## [ACTION ITEM]
Read through the records. Copy each line that has the word "translate".

⁂

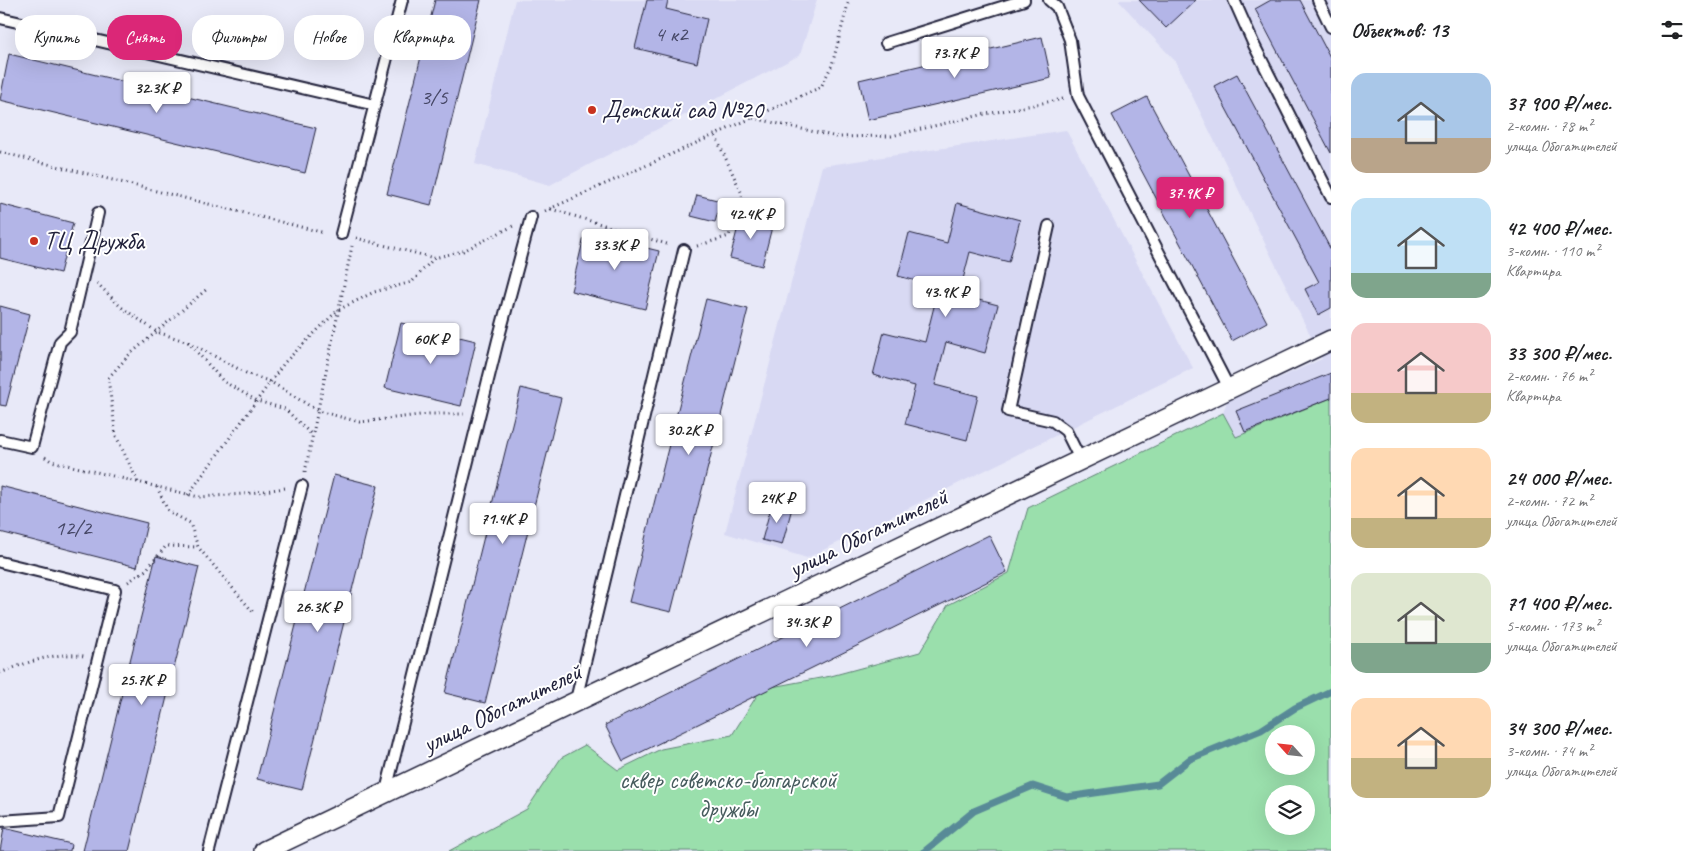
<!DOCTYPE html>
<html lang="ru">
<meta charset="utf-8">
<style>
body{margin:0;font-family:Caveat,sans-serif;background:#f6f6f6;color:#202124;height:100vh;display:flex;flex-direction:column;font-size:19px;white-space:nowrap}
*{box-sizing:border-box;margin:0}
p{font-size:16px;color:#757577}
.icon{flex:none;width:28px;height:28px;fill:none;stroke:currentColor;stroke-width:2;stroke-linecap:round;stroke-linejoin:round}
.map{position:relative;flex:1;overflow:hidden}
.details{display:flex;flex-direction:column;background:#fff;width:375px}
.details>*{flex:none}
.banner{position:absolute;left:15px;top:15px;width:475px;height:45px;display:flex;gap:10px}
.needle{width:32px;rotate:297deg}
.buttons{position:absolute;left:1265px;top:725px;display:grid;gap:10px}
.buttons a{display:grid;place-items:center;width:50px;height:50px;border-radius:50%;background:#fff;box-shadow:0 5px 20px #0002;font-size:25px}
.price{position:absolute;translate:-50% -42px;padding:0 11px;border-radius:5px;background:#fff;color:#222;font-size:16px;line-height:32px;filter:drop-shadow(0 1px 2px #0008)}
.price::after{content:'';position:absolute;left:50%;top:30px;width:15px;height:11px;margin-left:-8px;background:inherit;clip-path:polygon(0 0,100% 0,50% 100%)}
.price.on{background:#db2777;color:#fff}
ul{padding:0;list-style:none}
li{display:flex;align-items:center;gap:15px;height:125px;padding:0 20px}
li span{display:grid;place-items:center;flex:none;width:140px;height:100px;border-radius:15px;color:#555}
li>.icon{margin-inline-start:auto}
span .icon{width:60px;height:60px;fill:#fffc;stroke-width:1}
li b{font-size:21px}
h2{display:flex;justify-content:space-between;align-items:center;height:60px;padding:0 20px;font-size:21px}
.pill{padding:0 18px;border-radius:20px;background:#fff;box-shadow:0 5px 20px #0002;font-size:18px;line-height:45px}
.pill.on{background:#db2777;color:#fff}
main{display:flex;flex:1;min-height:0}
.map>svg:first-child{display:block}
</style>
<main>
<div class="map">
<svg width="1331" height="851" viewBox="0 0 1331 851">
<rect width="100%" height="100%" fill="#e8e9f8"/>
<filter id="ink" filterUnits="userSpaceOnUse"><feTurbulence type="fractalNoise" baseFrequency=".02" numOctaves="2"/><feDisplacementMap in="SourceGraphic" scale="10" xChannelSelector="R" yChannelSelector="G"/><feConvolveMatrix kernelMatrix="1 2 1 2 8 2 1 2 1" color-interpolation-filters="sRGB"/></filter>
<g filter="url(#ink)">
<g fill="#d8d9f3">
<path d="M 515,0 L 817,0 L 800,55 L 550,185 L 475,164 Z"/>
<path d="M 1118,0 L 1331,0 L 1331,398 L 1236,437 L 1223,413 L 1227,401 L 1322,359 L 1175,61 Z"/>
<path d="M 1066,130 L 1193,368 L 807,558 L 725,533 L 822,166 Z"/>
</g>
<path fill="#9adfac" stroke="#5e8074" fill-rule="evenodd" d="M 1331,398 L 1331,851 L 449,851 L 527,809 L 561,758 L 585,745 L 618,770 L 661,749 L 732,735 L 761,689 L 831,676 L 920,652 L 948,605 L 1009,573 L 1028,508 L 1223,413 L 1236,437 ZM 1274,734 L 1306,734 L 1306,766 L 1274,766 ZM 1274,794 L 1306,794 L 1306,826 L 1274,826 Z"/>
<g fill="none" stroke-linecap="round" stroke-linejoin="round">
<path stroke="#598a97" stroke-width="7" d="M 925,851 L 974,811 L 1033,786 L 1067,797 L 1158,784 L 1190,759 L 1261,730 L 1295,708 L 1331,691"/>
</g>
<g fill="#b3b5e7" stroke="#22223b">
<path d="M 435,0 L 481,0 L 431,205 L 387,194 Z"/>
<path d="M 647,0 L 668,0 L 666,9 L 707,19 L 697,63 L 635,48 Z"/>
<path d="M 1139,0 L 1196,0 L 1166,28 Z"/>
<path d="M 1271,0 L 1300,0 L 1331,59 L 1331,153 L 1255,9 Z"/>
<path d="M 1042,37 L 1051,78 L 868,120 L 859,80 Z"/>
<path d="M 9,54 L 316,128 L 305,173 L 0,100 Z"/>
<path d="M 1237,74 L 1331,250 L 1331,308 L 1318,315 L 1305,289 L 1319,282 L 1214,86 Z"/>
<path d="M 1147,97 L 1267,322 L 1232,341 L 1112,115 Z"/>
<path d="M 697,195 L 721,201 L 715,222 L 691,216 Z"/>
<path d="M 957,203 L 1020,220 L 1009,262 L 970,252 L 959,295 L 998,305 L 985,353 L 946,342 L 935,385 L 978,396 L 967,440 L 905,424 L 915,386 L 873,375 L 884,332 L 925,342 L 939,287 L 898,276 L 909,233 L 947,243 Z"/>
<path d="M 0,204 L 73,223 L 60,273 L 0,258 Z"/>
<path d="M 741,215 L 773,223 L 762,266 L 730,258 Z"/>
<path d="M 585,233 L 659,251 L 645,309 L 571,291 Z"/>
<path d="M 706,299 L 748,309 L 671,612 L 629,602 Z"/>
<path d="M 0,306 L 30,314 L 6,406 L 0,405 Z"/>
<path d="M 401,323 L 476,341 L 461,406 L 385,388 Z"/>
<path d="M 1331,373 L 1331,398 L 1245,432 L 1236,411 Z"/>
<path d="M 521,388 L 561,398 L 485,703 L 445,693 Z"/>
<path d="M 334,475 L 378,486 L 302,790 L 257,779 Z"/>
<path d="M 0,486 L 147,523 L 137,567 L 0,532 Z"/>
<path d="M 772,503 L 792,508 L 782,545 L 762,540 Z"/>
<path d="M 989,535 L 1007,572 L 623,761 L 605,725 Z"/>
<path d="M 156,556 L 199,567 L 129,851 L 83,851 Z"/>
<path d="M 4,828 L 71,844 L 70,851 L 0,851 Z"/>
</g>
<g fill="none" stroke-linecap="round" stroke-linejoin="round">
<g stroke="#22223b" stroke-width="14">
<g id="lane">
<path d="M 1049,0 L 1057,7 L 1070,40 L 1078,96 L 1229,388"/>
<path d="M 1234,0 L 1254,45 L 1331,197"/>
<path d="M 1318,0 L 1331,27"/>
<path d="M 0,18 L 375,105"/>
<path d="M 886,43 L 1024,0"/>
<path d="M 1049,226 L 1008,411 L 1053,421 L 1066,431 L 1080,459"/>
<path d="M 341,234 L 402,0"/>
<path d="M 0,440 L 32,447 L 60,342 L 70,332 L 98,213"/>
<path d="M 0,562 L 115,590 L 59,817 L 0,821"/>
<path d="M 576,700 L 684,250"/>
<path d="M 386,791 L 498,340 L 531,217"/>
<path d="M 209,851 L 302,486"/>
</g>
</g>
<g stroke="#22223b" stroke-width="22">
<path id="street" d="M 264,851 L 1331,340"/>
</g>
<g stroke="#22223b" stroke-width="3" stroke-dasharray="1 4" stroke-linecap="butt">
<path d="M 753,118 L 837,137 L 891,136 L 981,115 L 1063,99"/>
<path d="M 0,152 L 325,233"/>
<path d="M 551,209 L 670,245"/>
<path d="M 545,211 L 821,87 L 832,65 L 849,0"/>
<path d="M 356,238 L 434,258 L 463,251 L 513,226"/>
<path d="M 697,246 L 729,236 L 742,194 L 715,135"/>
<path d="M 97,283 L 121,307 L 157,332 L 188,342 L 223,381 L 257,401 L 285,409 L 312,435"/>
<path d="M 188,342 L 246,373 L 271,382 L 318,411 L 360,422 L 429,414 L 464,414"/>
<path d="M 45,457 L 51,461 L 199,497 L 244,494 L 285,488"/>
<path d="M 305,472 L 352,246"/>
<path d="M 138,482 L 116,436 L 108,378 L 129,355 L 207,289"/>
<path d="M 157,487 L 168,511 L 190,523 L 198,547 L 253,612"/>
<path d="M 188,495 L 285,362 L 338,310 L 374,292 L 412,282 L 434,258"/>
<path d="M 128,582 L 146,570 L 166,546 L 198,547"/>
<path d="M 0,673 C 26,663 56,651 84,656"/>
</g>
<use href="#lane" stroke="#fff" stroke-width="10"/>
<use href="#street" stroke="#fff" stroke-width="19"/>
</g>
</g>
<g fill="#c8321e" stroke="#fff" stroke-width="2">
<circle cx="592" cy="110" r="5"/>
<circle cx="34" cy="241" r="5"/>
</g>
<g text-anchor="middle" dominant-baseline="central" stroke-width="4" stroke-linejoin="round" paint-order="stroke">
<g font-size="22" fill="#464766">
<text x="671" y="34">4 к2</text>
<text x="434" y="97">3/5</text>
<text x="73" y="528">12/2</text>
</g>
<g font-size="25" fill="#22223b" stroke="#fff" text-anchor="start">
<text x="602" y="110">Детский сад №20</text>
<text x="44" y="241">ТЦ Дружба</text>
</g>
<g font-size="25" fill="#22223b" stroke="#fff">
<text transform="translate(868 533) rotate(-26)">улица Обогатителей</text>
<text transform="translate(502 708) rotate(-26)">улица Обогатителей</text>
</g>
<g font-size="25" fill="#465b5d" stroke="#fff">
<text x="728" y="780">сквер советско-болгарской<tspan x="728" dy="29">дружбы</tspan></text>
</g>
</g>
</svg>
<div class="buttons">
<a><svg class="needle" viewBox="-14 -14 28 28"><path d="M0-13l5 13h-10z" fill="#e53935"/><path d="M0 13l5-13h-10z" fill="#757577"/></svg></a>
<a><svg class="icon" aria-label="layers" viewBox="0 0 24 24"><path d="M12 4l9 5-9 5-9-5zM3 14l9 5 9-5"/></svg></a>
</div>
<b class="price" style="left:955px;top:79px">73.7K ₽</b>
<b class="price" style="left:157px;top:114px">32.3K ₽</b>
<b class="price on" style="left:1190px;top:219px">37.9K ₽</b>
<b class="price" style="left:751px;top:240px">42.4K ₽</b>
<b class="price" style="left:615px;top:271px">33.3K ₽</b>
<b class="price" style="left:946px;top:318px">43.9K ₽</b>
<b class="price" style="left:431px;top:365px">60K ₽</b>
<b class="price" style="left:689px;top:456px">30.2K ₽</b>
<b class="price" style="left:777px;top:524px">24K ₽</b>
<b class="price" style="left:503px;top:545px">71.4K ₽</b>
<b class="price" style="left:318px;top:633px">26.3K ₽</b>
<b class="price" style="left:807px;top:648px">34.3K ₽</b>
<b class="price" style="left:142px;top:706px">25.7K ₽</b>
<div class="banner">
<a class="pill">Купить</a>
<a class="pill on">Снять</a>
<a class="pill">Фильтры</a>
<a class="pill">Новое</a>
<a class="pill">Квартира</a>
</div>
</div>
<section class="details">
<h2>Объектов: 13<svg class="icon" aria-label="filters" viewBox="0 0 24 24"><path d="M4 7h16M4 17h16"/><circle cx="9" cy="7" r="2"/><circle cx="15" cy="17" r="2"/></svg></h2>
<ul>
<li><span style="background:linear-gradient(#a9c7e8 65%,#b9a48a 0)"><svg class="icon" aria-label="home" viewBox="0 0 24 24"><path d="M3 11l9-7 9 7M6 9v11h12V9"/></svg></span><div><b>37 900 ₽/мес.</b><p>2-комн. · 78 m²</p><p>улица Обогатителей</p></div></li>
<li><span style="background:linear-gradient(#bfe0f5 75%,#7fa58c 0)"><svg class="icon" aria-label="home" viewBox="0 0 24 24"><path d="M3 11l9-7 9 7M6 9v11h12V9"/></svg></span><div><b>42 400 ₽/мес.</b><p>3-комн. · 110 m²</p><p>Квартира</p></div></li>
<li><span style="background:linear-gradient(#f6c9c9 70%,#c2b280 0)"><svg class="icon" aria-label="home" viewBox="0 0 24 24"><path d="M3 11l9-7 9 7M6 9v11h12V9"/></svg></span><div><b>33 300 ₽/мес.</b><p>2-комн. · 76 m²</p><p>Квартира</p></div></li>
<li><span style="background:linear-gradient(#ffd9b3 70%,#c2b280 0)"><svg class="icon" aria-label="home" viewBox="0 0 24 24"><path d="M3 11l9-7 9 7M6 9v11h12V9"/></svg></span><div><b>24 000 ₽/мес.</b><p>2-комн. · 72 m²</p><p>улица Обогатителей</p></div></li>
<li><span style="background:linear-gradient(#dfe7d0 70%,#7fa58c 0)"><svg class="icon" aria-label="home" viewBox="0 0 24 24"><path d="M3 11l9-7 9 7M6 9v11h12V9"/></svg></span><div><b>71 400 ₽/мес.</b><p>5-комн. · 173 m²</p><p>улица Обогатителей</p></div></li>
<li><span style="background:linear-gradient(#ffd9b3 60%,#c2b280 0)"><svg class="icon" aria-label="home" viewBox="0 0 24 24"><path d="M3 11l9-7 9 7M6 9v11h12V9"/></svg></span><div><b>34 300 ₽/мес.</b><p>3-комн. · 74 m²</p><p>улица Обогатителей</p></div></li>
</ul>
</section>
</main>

⁂

## [RESPONSE BELOW]
.price{position:absolute;translate:-50% -42px;padding:0 11px;border-radius:5px;background:#fff;color:#222;font-size:16px;line-height:32px;filter:drop-shadow(0 1px 2px #0008)}
<text transform="translate(868 533) rotate(-26)">улица Обогатителей</text>
<text transform="translate(502 708) rotate(-26)">улица Обогатителей</text>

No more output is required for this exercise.